L’ex capitano della Juventus non esclude la possibilità di allenare. “Non sono più disposto a giurare che non farò mai l’allenatore – spiega Del Piero al ‘Corriere della Sera’ -. Agnelli? Non desidero polemiche, sono contento di tutto quello che ho fatto. I migliori con cui ho giocato? Zidane e Baggio, due geni. In Nazionale mi ha sempre impressionato Maldini…”

"Quello che conta è il bilancio fin qui, e io sono felice della mia carriera alla Juve e del mio presente a Sydney". Alessandro Del Piero si racconta in un'intervista al "Corriere della Sera", si sofferma sulla sua sfera privata ma senza dimenticare il lato sportivo.

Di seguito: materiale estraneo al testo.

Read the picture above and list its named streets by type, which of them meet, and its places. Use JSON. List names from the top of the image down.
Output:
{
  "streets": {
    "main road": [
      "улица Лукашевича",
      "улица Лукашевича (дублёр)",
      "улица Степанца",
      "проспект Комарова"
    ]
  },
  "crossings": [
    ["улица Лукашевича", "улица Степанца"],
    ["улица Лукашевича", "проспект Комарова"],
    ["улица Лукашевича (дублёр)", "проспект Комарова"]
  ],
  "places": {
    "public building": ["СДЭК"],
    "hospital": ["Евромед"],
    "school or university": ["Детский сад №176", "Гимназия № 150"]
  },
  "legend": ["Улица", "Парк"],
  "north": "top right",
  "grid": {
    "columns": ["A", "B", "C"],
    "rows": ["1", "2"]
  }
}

"Il miglior allenatore quello che mi ha fatto giocare sempre? Sarebbe un'ottima risposta... In realtà c'è Lippi, con cui ho avuto una storia di sette anni. E poi gli altri, per periodi più brevi. Ho cercato di prendere il meglio di ciascuno", le parole dell'ex capitano della Juventus, che ha avuto i compagni più illuminati in "Zidane e Baggio, due geni. In nazionale mi ha sempre impressionato Paolo Maldini. Un amico vero nel calcio è stato invece Angelo Di Livio. Abbiamo una storia comune, cominciata a Padova e proseguita alla Juve. Mi ha vissuto da vicino come pochi altri. Non è vero che non c'è amicizia nel calcio, anche se gli amici del cuore sono quelli del paese".

Su Andrea Agnelli preferisce sorvolare, "non desidero altre polemiche. La verità? Sono felice di tutto quello che ho fatto, zero rimpianti. Le decisioni vanno anche rispettate. E poi conta il presente, non il passato". E per il futuro apre alla possibilità di sedere un giorno in panchina come allenatore. "Ho sempre pensato che, una volta smesso, avrei preso le distanze dal calcio: sono quasi 40 anni che gioco... Però mi rendo conto che il legame con questo sport è viscerale. Non sono più disposto a giurare che non farò mai l'allenatore, magari qui a Sydney, dove tutto è così diverso".